_Exercise_:
Any images in the records should be skipped; transcribe the rest exactly.

*** Begin section ***

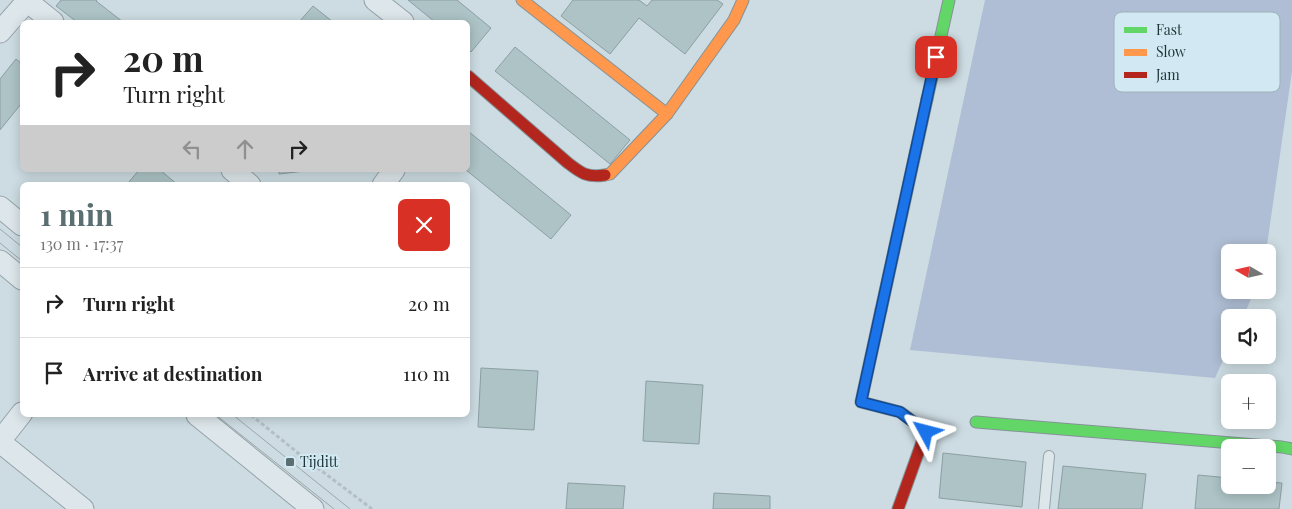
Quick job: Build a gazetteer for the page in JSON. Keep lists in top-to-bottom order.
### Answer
{
  "places": {
    "transit": ["Tijditt"]
  },
  "legend": ["Fast", "Slow", "Jam"],
  "north": "left",
  "page": {
    "turn": ["20 m", "Turn right"],
    "heading": ["1 min", "130 m · 17:37"],
    "map_buttons": ["+", "−"],
    "list": [
      {
        "name": "Turn right",
        "value": "20 m"
      },
      {
        "name": "Arrive at destination",
        "value": "110 m"
      }
    ]
  }
}
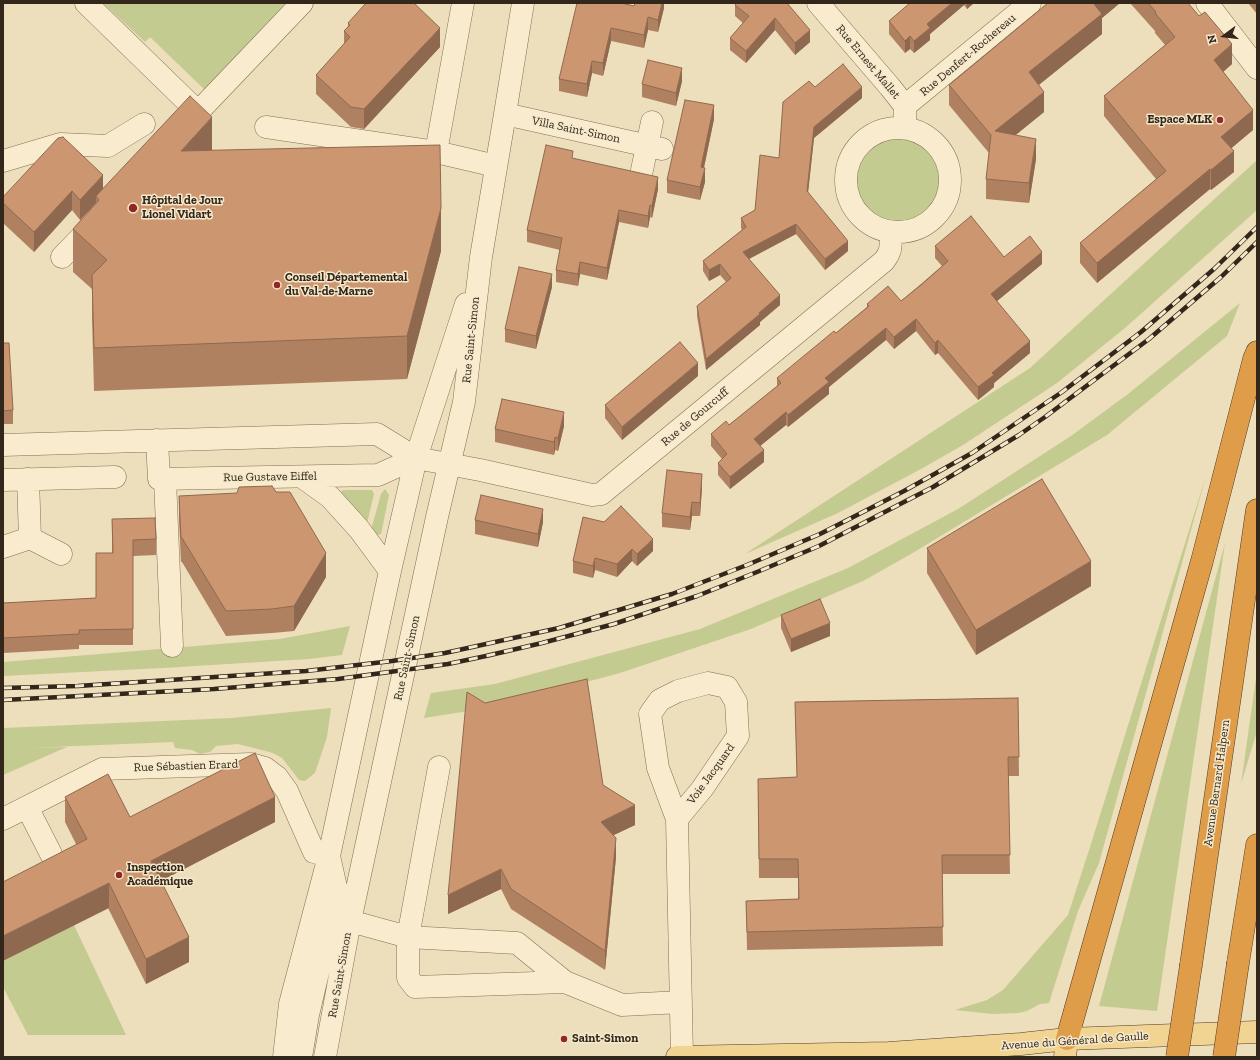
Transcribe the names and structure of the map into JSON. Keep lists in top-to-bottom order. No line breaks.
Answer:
{"streets":{"highway":["Avenue Bernard Halpern"],"main road":["Avenue du Général de Gaulle"],"street":["Rue Denfert-Rochereau","Rue Ernest Mallet","Villa Saint-Simon","Rue Saint-Simon","Rue de Gourcuff","Rue Gustave Eiffel","Rue Sébastien Erard","Voie Jacquard"]},"crossings":[["Rue Denfert-Rochereau","Rue Ernest Mallet"],["Rue Denfert-Rochereau","Rue de Gourcuff"],["Rue Ernest Mallet","Rue de Gourcuff"],["Villa Saint-Simon","Rue Saint-Simon"],["Rue Saint-Simon","Rue de Gourcuff"],["Rue Saint-Simon","Rue Gustave Eiffel"],["Rue Saint-Simon","Rue Sébastien Erard"],["Voie Jacquard","Avenue du Général de Gaulle"]],"places":["Espace MLK","Hôpital de Jour Lionel Vidart","Conseil Départemental du Val-de-Marne","Inspection Académique","Saint-Simon"],"north":"left"}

*** End section ***

_Problem solution_:
Quick job: Build a gazetteer for the page in JSON. Keep lists in top-to-bottom order.
### Answer
{
  "places": {
    "transit": ["Tijditt"]
  },
  "legend": ["Fast", "Slow", "Jam"],
  "north": "left",
  "page": {
    "turn": ["20 m", "Turn right"],
    "heading": ["1 min", "130 m · 17:37"],
    "map_buttons": ["+", "−"],
    "list": [
      {
        "name": "Turn right",
        "value": "20 m"
      },
      {
        "name": "Arrive at destination",
        "value": "110 m"
      }
    ]
  }
}
Transcribe the names and structure of the map into JSON. Keep lists in top-to-bottom order. No line breaks.
Answer:
{"streets":{"highway":["Avenue Bernard Halpern"],"main road":["Avenue du Général de Gaulle"],"street":["Rue Denfert-Rochereau","Rue Ernest Mallet","Villa Saint-Simon","Rue Saint-Simon","Rue de Gourcuff","Rue Gustave Eiffel","Rue Sébastien Erard","Voie Jacquard"]},"crossings":[["Rue Denfert-Rochereau","Rue Ernest Mallet"],["Rue Denfert-Rochereau","Rue de Gourcuff"],["Rue Ernest Mallet","Rue de Gourcuff"],["Villa Saint-Simon","Rue Saint-Simon"],["Rue Saint-Simon","Rue de Gourcuff"],["Rue Saint-Simon","Rue Gustave Eiffel"],["Rue Saint-Simon","Rue Sébastien Erard"],["Voie Jacquard","Avenue du Général de Gaulle"]],"places":["Espace MLK","Hôpital de Jour Lionel Vidart","Conseil Départemental du Val-de-Marne","Inspection Académique","Saint-Simon"],"north":"left"}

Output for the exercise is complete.